→ WORK REQUIRED:
Select the lines below containing the word "JSON".

→ AVAILABLE DATA:
═══
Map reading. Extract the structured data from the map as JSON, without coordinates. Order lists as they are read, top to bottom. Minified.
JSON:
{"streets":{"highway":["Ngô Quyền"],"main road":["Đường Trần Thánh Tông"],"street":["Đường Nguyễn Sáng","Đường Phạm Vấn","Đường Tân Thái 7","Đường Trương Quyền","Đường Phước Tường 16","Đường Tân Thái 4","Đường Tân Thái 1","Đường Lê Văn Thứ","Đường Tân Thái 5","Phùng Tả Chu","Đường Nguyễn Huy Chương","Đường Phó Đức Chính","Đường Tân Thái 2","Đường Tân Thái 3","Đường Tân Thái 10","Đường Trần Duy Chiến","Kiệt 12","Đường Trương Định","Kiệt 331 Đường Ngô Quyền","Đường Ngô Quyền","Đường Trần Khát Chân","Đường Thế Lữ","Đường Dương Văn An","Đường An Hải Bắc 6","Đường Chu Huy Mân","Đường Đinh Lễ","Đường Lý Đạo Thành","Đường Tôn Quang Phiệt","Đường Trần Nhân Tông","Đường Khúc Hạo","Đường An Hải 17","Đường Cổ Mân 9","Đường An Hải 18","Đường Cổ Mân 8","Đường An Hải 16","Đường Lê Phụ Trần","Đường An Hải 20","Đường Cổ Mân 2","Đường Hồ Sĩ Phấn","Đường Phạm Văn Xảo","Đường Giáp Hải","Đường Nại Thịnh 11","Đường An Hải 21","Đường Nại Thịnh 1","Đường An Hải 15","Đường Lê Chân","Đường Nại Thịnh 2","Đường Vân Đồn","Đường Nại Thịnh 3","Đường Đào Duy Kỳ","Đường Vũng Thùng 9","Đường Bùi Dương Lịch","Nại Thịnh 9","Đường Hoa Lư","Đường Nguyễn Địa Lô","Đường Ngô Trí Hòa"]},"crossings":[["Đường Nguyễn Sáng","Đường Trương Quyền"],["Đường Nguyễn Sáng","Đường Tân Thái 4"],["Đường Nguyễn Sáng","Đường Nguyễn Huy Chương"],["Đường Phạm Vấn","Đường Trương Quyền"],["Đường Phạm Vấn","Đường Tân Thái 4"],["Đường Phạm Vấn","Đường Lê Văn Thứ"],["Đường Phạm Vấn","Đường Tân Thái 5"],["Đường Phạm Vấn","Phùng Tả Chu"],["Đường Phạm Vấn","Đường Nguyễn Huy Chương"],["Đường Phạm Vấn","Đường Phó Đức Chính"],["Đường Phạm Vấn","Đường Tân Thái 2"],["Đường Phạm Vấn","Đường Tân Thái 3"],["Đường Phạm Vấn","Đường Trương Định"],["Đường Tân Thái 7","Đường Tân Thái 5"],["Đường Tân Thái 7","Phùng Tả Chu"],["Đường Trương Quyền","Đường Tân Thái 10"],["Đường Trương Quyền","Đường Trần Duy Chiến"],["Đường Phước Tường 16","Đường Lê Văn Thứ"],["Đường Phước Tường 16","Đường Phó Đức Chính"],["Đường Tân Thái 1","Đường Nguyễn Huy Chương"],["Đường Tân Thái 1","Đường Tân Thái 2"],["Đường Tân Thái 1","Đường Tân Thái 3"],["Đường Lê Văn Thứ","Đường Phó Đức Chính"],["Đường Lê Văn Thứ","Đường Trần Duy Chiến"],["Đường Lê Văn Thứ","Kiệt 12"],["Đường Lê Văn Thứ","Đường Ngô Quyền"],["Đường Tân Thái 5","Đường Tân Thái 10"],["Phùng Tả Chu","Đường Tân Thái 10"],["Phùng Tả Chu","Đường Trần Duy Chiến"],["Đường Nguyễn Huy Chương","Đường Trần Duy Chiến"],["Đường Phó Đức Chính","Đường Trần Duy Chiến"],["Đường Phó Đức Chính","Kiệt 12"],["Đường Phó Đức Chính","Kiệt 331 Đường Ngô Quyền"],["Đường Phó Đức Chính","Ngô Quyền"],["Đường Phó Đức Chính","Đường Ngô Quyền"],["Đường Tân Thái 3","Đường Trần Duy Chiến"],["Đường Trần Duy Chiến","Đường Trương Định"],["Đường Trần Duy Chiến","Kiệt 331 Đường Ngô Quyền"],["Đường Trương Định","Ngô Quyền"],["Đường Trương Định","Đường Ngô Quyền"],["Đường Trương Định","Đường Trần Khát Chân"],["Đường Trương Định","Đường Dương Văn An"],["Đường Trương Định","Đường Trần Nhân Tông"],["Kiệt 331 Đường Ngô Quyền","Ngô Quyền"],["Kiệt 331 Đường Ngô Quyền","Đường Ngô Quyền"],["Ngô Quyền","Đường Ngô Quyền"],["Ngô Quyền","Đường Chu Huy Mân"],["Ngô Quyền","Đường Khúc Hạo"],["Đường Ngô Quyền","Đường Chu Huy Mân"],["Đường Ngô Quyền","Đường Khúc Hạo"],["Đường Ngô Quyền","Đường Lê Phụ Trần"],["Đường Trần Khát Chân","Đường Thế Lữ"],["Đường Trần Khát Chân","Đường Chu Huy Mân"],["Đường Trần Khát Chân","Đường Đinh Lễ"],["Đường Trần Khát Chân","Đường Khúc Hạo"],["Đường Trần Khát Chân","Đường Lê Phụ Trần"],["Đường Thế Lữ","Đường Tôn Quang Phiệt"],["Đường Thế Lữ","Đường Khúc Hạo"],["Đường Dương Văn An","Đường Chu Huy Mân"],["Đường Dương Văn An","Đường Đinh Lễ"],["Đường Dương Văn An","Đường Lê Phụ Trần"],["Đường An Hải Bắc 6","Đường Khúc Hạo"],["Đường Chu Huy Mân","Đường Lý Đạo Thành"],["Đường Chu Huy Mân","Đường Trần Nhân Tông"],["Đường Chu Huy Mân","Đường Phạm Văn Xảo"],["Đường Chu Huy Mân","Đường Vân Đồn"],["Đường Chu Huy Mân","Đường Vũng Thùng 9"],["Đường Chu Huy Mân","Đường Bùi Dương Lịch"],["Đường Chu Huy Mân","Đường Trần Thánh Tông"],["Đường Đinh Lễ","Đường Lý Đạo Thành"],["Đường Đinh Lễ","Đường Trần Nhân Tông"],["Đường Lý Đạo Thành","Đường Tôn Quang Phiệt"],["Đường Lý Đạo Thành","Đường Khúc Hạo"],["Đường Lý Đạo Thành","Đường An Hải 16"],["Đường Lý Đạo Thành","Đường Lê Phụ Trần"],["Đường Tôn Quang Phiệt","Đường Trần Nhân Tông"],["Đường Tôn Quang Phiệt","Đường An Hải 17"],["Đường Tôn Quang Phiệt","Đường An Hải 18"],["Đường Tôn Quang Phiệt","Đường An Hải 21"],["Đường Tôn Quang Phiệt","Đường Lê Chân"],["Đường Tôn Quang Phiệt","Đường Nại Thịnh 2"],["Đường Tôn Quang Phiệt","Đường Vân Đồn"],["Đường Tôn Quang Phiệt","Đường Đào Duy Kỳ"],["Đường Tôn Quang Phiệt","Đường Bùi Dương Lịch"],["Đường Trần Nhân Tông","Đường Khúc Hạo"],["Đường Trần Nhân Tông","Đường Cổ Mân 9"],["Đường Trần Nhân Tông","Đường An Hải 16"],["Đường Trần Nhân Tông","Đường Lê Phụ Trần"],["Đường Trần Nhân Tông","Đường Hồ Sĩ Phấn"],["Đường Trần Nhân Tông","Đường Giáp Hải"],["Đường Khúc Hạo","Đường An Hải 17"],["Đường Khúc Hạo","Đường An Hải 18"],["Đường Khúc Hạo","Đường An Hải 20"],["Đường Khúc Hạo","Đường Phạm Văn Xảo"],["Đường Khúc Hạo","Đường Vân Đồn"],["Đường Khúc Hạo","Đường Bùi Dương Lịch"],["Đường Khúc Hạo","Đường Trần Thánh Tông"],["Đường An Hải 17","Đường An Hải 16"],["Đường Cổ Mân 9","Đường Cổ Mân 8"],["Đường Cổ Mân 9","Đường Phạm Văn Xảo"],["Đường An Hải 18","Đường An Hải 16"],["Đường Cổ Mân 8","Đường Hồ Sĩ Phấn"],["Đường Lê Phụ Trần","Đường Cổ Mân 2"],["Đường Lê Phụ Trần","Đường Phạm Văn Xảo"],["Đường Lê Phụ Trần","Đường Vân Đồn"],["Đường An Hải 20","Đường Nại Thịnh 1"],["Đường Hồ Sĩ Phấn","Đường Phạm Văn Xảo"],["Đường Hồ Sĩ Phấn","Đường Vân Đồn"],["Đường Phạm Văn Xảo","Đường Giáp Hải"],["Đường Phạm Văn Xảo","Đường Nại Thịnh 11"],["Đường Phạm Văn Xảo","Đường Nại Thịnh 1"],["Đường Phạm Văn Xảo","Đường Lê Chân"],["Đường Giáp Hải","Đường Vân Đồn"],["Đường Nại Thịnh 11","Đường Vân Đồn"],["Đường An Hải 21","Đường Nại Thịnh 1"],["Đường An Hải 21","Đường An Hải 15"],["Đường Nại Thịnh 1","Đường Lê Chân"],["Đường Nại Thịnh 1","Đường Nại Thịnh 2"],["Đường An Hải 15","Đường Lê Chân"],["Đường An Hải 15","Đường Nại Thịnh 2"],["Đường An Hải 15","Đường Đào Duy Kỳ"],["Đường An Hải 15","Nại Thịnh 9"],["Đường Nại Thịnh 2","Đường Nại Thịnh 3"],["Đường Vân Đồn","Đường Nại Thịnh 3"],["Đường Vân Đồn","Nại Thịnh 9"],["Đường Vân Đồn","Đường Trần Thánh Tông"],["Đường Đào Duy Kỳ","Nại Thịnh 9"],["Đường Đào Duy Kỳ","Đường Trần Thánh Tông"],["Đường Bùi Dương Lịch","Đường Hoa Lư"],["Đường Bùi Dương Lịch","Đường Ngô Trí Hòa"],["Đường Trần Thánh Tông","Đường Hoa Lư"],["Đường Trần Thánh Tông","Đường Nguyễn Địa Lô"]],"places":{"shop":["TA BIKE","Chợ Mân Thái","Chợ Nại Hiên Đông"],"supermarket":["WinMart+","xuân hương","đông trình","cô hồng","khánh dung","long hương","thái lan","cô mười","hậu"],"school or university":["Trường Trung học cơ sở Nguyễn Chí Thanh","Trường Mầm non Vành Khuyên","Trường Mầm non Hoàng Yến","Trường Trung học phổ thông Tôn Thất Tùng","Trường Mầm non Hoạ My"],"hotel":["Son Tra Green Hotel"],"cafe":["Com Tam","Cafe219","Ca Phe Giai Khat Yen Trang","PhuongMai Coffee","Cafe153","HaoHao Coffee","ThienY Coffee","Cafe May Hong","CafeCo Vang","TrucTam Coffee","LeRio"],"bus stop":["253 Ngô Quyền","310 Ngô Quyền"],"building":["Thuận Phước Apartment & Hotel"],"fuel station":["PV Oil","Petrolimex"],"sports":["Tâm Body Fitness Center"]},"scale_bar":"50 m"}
═══
→ RESPONSE:
Map reading. Extract the structured data from the map as JSON, without coordinates. Order lists as they are read, top to bottom. Minified.
JSON:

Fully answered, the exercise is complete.